Take for example the growing popularity of tabletop gaming. In addition to traditional board games and card collections, many popular games have for years incorporated the use of miniature models that can include anything from futuristic space armies to rampaging beast hordes. With many model collections often numbering in the hundreds or even thousands, 3D printing presents an alternative to an often pricey trip to the local hobby shop. Rather than purchasing physical models, a collector can download a file for a remarkably similar—if not virtually identical—character and reproduce a potentially inexhaustible number of models on their own. Adding insult to injury, these models are often marketed under the original models’ trademarks and can consist of far less reliable materials, causing irreparable damage to its brand down the road.

So what to do about this emerging problem? To be clear, not every STL will be a question of trademark or copyright. The works at issue will still have to implicate either (1) the use of one’s mark or trade dress in commerce or (2) work that is actually protectable by copyright, separable from purely utilitarian features.1 Copyright owners will also want to consider potential fair use defenses as outlined under 17 U.S.C. § 107, such as noncommercial uses or uses with no impact on any potential market. This means that while users selling knockoff models online may present a viable infringement claim, the ones sculpting and printing out models for their own personal use at home may not.

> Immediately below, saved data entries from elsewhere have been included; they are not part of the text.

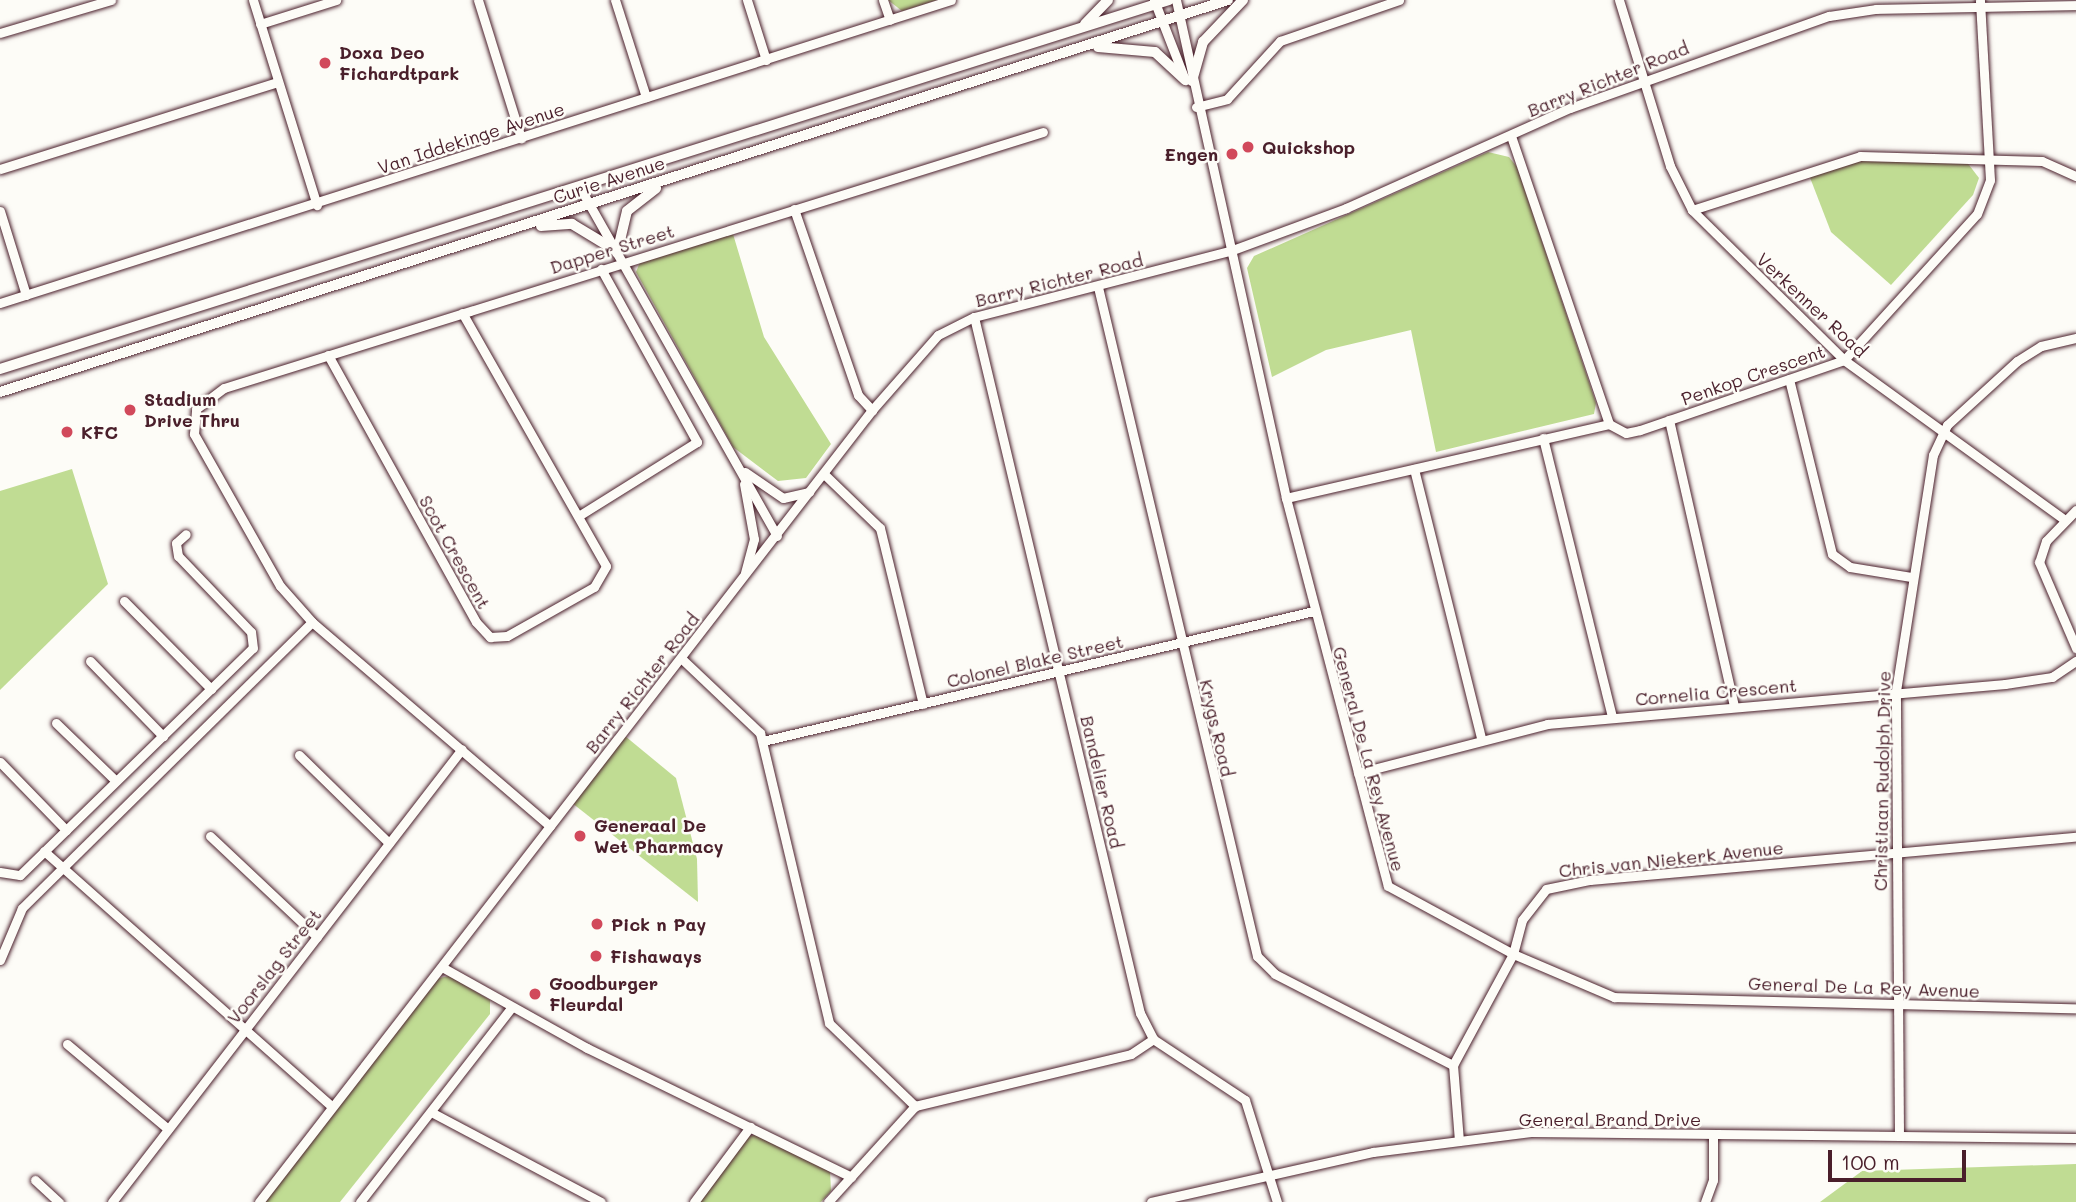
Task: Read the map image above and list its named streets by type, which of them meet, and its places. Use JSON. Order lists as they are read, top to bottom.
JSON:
{
  "streets": {
    "main road": ["Curie Avenue"],
    "street": [
      "Barry Richter Road",
      "Van Iddekinge Avenue",
      "Dapper Street",
      "Verkenner Road",
      "Penkop Crescent",
      "Scot Crescent",
      "Colonel Blake Street",
      "Cornelia Crescent",
      "Krygs Road",
      "General De La Rey Avenue",
      "Christiaan Rudolph Drive",
      "Bandelier Road",
      "Chris van Niekerk Avenue",
      "Voorslag Street",
      "General Brand Drive"
    ]
  },
  "crossings": [
    ["Barry Richter Road", "Verkenner Road"],
    ["Barry Richter Road", "Penkop Crescent"],
    ["Barry Richter Road", "Krygs Road"],
    ["Barry Richter Road", "General De La Rey Avenue"],
    ["Barry Richter Road", "Bandelier Road"],
    ["Curie Avenue", "General De La Rey Avenue"],
    ["Dapper Street", "Scot Crescent"],
    ["Verkenner Road", "Penkop Crescent"],
    ["Verkenner Road", "Christiaan Rudolph Drive"],
    ["Colonel Blake Street", "Krygs Road"],
    ["Colonel Blake Street", "General De La Rey Avenue"],
    ["Colonel Blake Street", "Bandelier Road"],
    ["Cornelia Crescent", "General De La Rey Avenue"],
    ["Cornelia Crescent", "Christiaan Rudolph Drive"],
    ["Krygs Road", "Chris van Niekerk Avenue"],
    ["General De La Rey Avenue", "Christiaan Rudolph Drive"],
    ["General De La Rey Avenue", "Chris van Niekerk Avenue"],
    ["Christiaan Rudolph Drive", "Chris van Niekerk Avenue"],
    ["Christiaan Rudolph Drive", "General Brand Drive"]
  ],
  "places": [
    "Doxa Deo Fichardtpark",
    "Quickshop",
    "Engen",
    "Stadium Drive Thru",
    "KFC",
    "Generaal De Wet Pharmacy",
    "Pick n Pay",
    "Fishaways",
    "Goodburger Fleurdal"
  ],
  "scale_bar": "100 m"
}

In dealing with the former, one potential avenue from a commercial standpoint is to sell or license one’s own works and goods for 3D printing. But while digital rights management technology can restrict the unauthorized copying of music or movie files purchased or streamed online, there’s currently no clear analogue to STL files, which otherwise can’t store metadata. And as discussed above, outsourcing the actual manufacture of your work may be risky when it comes to ensuring quality control—as many of its practitioners can tell you, 3D printing is by no means an exact science and different printers can produce greatly different results.

Instead, for both trademark and copyright owners the most feasible answer may ultimately be an active monitoring and enforcement regime at a time when many users may not even be aware what constitutes infringing activity. By finding and addressing isolated cases of online infringement in what is still a relatively nascent field, trademark and copyright owners can help prevent them from growing into bigger problems further down the road and establish a reputation as vigorous defenders of their intellectual property.

While industries such as music and film have faced the problem of online infringement since the early days of the Internet, 3D printing now means many more will have to adjust to the reality that their products—and brand—are as downloadable as the songs on their phone. Until technology to protect IP catches up to the technology used to create it, the solution may often have to come in the form of the old-fashioned but time-tested cease and desist.


[1] As outlined by the Supreme Court’s landmark decision in Star Athletica, LLC v. Varsity Brands, Inc., 137 S. Ct. 1002 (2017).